WHAT YOU NEED TO DO:
If a line in the entries below includes "naturgress", pick it out and copy it.

════

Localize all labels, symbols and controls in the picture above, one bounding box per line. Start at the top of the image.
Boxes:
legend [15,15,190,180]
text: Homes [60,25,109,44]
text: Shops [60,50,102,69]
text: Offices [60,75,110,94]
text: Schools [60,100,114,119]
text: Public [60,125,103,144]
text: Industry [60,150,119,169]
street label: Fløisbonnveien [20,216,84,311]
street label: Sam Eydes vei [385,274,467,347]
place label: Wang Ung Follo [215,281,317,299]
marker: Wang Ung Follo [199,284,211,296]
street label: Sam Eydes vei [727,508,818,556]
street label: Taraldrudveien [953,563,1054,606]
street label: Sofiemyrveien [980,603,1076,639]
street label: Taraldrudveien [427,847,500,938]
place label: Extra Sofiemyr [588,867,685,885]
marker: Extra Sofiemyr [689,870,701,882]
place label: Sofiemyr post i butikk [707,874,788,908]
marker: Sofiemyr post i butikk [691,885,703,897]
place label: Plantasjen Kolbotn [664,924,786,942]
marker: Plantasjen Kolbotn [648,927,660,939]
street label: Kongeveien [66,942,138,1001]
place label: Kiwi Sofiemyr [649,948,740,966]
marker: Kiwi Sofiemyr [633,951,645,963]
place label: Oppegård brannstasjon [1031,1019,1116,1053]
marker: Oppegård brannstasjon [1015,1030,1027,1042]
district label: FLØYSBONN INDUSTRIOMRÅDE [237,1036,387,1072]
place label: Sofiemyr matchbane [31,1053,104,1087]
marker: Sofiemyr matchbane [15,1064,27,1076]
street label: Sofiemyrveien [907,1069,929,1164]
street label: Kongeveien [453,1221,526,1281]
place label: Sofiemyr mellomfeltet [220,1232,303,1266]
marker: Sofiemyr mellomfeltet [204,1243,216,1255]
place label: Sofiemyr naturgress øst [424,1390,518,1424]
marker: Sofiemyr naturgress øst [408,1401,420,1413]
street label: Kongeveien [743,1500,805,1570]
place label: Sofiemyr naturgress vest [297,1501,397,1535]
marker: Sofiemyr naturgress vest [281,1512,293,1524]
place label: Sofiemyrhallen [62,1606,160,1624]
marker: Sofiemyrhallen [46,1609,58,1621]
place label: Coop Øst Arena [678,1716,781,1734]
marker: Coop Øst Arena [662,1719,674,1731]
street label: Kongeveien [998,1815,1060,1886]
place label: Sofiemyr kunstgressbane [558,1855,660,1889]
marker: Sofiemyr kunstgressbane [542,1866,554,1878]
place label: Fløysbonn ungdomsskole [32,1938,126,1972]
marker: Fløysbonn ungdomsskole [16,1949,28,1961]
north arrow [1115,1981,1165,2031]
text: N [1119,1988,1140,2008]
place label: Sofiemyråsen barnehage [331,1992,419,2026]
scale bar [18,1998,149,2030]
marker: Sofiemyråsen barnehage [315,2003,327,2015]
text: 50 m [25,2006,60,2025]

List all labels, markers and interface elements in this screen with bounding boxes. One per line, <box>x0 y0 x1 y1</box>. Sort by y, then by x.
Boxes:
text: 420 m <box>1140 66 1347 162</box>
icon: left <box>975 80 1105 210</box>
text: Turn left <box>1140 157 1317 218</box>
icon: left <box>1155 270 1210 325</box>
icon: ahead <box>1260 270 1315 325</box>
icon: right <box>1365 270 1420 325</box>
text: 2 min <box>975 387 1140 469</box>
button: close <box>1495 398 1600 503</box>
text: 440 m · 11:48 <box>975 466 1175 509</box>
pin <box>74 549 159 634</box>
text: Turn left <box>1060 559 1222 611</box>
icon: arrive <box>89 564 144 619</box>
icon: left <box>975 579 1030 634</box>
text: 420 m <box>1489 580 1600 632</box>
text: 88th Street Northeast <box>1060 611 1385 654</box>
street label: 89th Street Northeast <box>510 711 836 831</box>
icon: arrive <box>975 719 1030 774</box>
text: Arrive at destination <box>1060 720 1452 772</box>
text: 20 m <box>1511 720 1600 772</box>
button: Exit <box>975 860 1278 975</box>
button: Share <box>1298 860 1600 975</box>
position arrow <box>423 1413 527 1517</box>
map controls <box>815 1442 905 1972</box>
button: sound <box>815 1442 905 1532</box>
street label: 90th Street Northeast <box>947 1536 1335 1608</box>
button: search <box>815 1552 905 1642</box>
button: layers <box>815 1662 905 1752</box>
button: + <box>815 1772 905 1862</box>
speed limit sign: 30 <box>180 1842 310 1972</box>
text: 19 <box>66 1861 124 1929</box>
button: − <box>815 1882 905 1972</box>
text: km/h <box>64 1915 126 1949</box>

════

ANSWER TO THIS EXERCISE:
place label: Sofiemyr naturgress øst [424,1390,518,1424]
marker: Sofiemyr naturgress øst [408,1401,420,1413]
place label: Sofiemyr naturgress vest [297,1501,397,1535]
marker: Sofiemyr naturgress vest [281,1512,293,1524]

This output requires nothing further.